• **TASK PROMPT**
Scan the records for the line containing "Give bounding boxes". From there through the last line, write out each line exactly.

───── MATERIAL SUPPLIED ─────

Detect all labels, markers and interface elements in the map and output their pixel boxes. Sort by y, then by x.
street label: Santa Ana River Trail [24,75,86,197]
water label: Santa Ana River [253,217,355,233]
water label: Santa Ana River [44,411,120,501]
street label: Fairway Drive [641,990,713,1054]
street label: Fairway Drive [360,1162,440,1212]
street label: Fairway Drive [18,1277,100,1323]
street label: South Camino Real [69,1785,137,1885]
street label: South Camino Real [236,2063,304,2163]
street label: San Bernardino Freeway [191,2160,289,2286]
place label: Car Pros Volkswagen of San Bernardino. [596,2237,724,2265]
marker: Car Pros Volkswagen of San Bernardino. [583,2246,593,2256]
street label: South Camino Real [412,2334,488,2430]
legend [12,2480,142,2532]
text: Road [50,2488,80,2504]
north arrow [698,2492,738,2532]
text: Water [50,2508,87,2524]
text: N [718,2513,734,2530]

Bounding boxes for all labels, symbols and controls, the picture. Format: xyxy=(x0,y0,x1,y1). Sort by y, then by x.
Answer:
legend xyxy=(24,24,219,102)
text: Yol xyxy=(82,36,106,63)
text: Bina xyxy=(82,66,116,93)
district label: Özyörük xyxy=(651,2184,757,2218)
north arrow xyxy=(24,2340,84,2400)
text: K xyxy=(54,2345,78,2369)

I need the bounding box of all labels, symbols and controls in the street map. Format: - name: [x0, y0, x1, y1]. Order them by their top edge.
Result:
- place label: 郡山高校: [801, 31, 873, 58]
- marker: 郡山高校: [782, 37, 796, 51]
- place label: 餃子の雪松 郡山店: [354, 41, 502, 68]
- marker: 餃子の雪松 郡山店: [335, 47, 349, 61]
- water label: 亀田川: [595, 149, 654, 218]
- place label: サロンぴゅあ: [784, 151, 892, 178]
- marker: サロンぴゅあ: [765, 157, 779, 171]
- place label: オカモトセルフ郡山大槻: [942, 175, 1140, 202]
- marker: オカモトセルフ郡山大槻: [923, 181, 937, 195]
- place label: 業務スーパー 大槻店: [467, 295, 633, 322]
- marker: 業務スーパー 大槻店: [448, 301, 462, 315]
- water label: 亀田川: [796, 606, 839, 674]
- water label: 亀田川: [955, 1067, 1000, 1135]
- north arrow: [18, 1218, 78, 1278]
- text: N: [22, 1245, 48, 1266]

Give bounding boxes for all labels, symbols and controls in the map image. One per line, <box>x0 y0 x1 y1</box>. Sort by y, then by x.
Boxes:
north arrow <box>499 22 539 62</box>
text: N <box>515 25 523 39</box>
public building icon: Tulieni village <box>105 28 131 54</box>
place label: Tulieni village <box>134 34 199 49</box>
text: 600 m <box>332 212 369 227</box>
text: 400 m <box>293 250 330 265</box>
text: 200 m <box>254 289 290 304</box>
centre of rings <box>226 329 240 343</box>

─────

• **TASK RESULT**
Give bounding boxes for all labels, symbols and controls in the map image. One per line, <box>x0 y0 x1 y1</box>. Sort by y, then by x.
Boxes:
north arrow <box>499 22 539 62</box>
text: N <box>515 25 523 39</box>
public building icon: Tulieni village <box>105 28 131 54</box>
place label: Tulieni village <box>134 34 199 49</box>
text: 600 m <box>332 212 369 227</box>
text: 400 m <box>293 250 330 265</box>
text: 200 m <box>254 289 290 304</box>
centre of rings <box>226 329 240 343</box>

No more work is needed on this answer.